_DATA EXCERPT_.
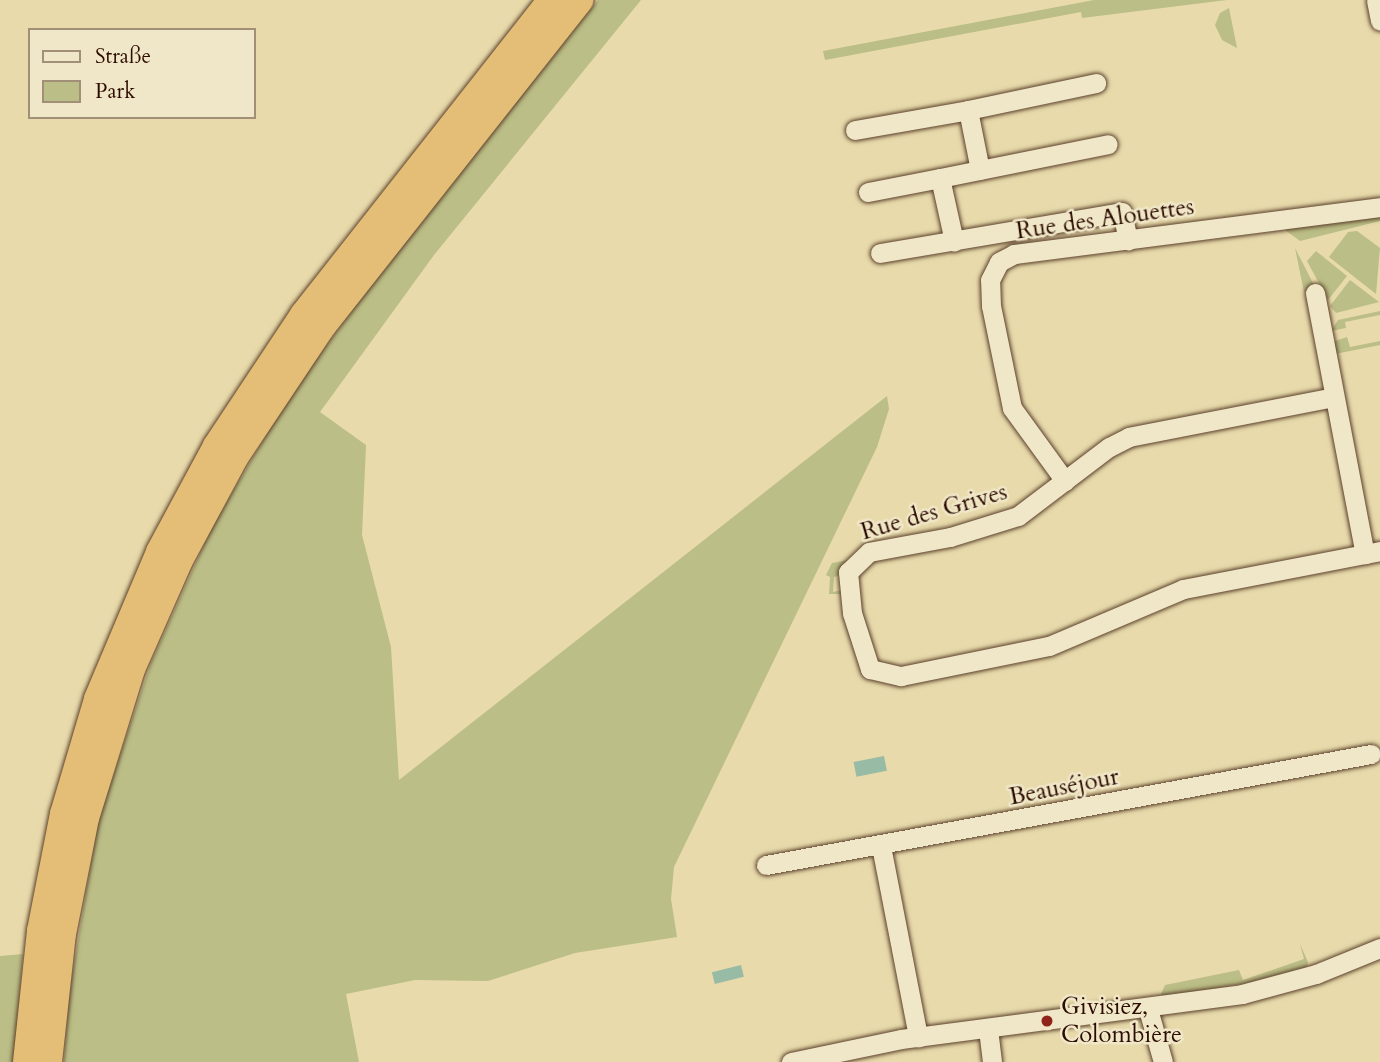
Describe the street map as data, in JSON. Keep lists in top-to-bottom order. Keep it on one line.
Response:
{"streets":{"street":["Rue des Alouettes","Rue des Grives","Beauséjour"]},"crossings":[["Rue des Alouettes","Rue des Grives"]],"places":["Givisiez, Colombière"],"legend":["Straße","Park"]}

_PROBLEM TO WORK ON_. Every line above should be reproduced exactly, please, with no pictures included.

_ANSWER TO THIS TASK_.
Describe the street map as data, in JSON. Keep lists in top-to-bottom order. Keep it on one line.
Response:
{"streets":{"street":["Rue des Alouettes","Rue des Grives","Beauséjour"]},"crossings":[["Rue des Alouettes","Rue des Grives"]],"places":["Givisiez, Colombière"],"legend":["Straße","Park"]}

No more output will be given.